Directions for this task: Go over the data and copy out each line with "frame" in it.

Data to examine:

BEGIN

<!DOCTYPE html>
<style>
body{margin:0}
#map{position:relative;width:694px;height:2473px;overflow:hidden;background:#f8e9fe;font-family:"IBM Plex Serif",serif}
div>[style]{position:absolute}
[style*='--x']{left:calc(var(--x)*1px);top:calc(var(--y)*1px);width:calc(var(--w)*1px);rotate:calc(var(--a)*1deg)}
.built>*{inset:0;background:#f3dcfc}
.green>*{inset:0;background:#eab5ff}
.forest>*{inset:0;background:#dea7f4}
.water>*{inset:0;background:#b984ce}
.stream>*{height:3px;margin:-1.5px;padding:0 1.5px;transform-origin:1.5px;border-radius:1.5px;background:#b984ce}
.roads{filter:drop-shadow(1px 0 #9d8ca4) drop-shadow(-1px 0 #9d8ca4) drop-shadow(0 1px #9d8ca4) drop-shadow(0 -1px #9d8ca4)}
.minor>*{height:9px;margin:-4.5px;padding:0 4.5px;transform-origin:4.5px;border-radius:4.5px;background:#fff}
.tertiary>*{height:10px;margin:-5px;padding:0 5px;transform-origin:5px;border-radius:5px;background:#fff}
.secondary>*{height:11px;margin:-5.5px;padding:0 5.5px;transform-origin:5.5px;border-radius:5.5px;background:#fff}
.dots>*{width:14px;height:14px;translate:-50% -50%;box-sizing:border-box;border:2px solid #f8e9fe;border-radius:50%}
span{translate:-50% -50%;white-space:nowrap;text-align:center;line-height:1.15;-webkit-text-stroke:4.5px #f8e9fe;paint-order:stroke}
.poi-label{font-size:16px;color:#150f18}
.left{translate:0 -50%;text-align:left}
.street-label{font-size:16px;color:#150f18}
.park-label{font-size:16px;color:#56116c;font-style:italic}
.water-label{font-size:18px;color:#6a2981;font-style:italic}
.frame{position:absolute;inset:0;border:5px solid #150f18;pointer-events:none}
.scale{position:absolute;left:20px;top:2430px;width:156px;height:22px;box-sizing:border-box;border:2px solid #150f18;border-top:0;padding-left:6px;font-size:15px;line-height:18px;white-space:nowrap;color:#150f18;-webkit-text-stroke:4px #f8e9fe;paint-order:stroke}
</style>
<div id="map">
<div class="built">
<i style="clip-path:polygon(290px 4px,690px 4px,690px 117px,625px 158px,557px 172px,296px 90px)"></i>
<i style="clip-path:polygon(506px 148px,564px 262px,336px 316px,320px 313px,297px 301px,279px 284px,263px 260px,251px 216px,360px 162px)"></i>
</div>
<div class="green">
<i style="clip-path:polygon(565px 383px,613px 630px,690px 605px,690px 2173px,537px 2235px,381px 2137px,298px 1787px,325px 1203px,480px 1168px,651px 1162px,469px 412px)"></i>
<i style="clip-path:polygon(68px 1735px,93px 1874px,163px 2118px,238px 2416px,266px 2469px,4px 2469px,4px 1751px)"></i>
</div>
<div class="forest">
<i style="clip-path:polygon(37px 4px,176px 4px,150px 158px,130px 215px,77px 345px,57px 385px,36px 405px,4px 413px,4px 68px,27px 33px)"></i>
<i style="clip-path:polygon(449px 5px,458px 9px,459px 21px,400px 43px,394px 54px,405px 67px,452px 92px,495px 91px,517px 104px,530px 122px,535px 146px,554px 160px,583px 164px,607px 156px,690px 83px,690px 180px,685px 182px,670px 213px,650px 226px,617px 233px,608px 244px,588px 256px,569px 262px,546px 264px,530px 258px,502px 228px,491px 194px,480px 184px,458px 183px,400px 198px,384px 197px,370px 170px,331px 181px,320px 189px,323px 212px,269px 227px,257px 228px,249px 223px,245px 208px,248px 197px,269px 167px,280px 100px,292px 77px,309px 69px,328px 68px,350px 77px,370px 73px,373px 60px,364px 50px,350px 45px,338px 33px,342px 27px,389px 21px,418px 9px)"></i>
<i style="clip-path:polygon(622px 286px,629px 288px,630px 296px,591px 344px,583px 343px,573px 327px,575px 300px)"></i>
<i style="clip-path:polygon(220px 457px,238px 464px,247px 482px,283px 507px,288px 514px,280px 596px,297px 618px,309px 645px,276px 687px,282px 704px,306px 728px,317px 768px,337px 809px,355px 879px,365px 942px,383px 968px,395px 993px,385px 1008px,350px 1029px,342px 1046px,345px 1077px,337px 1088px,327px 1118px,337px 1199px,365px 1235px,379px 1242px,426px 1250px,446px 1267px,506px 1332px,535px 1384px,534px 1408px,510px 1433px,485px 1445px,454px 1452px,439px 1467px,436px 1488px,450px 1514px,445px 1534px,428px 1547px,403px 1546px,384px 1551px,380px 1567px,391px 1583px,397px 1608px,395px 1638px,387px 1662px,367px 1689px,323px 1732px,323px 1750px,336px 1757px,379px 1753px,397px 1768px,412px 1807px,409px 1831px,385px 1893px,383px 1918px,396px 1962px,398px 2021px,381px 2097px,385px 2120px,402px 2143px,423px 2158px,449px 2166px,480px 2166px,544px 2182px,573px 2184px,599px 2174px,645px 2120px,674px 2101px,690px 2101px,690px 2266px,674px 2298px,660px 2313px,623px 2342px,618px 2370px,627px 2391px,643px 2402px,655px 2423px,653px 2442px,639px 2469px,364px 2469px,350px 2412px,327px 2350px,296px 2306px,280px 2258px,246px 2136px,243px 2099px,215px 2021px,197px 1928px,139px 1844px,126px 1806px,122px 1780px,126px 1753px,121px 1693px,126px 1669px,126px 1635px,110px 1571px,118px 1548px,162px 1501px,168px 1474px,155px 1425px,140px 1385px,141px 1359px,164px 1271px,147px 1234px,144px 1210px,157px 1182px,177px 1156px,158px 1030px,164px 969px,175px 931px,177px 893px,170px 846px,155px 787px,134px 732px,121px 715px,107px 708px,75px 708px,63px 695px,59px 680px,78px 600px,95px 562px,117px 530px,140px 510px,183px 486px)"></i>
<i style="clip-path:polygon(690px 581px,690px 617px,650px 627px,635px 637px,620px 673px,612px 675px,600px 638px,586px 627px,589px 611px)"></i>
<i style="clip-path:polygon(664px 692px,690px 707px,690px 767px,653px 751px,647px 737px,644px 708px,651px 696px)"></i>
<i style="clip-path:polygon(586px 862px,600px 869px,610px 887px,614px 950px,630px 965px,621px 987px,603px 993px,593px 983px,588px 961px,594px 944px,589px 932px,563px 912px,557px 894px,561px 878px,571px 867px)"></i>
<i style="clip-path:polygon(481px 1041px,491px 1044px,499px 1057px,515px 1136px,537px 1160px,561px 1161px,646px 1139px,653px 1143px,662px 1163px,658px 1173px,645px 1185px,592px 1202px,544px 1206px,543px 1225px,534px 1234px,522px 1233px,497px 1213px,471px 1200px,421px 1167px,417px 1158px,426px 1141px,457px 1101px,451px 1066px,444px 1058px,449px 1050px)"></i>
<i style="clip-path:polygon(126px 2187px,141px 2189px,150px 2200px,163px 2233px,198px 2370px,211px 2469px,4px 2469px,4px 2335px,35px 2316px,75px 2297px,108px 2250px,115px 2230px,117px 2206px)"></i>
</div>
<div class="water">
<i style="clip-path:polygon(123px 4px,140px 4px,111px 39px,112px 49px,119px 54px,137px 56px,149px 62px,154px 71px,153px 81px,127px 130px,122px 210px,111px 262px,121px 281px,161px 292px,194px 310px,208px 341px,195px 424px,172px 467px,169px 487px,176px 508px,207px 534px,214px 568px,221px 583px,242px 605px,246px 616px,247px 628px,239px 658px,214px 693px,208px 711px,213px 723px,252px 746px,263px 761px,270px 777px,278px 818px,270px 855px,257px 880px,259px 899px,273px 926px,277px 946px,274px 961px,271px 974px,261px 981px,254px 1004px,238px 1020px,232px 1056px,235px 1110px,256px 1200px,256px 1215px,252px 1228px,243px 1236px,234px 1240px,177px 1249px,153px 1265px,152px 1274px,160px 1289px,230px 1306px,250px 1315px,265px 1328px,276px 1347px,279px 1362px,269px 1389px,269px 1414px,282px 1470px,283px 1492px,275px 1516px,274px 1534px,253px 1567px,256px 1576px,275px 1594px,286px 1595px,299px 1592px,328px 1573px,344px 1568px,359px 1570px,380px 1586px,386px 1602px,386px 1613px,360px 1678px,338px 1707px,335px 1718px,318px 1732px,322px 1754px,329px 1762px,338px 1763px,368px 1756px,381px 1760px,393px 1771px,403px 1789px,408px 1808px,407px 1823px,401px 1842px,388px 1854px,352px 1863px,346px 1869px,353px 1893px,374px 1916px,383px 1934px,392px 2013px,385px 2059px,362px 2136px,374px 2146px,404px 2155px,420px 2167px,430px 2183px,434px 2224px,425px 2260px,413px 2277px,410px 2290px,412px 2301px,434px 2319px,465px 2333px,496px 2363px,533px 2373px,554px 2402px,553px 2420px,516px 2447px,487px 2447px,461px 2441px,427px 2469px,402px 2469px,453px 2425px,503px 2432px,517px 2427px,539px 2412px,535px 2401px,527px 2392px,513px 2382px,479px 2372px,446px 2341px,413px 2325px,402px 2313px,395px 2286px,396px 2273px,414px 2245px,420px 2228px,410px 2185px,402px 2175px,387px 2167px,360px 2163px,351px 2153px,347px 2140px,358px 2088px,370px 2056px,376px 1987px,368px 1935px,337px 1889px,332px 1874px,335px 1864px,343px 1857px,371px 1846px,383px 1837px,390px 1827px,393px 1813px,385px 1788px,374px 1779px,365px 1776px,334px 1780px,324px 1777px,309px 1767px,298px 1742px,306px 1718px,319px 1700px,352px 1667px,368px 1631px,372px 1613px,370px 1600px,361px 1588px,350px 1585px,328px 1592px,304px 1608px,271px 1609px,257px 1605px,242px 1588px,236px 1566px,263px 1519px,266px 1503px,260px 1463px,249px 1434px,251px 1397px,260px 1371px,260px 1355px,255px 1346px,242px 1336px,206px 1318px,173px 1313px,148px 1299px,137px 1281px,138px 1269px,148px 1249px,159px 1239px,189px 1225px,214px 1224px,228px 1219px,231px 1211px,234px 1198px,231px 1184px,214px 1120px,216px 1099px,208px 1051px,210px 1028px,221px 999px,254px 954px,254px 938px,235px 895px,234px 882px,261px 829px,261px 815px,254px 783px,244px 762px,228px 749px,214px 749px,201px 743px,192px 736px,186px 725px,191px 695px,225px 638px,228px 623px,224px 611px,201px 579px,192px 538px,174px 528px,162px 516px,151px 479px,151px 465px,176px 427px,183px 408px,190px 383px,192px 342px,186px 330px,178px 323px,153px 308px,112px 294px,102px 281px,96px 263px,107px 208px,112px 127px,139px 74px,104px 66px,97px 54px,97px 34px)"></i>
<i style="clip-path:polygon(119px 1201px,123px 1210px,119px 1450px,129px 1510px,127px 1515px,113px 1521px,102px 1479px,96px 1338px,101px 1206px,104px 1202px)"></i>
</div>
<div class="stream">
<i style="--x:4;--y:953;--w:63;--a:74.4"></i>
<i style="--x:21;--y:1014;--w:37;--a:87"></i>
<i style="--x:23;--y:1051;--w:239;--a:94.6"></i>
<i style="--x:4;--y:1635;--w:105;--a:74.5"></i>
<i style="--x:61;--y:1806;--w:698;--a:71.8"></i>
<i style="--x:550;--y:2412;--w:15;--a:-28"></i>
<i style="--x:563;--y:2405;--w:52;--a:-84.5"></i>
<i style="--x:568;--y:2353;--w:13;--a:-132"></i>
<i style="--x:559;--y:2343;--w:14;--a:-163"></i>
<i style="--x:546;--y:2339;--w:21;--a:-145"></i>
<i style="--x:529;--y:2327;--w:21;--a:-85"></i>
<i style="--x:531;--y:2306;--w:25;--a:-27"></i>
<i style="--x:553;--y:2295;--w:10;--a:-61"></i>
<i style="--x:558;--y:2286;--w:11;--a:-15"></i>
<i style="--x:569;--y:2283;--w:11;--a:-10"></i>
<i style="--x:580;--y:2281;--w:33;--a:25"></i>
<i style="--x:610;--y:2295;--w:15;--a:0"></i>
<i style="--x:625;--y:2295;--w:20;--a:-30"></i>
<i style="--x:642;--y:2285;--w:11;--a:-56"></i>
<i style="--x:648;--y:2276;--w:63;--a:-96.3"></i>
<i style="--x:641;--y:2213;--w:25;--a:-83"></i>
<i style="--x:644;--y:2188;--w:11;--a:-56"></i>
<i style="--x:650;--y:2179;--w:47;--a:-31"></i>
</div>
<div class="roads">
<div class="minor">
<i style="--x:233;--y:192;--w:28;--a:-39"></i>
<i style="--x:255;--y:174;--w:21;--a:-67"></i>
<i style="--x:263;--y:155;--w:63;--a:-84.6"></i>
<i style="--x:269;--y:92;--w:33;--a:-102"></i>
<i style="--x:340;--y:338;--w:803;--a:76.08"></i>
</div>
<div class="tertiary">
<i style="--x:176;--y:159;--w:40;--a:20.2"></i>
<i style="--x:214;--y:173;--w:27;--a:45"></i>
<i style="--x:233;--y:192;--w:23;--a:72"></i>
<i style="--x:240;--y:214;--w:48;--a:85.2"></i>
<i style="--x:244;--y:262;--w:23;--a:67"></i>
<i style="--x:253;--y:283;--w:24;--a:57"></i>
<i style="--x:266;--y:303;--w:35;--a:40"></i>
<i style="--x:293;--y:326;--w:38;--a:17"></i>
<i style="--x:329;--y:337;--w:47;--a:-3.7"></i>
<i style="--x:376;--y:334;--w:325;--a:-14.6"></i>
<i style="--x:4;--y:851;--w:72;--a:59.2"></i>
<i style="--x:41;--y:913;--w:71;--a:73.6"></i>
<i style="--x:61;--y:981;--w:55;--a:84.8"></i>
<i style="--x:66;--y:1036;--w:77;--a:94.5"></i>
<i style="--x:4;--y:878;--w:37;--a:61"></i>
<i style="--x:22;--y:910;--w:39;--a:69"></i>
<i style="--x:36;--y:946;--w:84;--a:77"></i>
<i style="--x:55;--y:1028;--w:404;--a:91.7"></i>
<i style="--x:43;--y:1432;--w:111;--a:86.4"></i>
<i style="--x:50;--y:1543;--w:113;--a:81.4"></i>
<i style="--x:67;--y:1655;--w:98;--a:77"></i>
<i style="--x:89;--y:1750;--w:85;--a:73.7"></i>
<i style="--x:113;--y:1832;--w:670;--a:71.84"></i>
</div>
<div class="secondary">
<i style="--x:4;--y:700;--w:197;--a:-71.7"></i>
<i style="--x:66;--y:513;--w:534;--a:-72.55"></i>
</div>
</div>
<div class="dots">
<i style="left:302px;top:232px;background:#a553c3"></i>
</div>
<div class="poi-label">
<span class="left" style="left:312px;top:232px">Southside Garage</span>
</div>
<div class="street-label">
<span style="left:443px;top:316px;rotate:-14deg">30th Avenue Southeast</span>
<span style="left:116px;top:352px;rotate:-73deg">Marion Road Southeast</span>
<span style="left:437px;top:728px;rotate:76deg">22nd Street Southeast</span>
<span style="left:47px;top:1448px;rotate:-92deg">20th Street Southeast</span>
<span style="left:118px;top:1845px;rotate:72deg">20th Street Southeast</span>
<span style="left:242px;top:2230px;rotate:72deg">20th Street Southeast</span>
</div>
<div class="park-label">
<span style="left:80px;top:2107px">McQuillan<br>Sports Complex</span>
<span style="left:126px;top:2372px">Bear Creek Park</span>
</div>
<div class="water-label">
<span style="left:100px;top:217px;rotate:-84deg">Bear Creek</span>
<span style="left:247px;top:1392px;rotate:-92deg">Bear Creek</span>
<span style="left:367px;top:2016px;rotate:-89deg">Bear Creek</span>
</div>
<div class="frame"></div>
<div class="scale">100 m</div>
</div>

END

Answer below:
.frame{position:absolute;inset:0;border:5px solid #150f18;pointer-events:none}
<div class="frame"></div>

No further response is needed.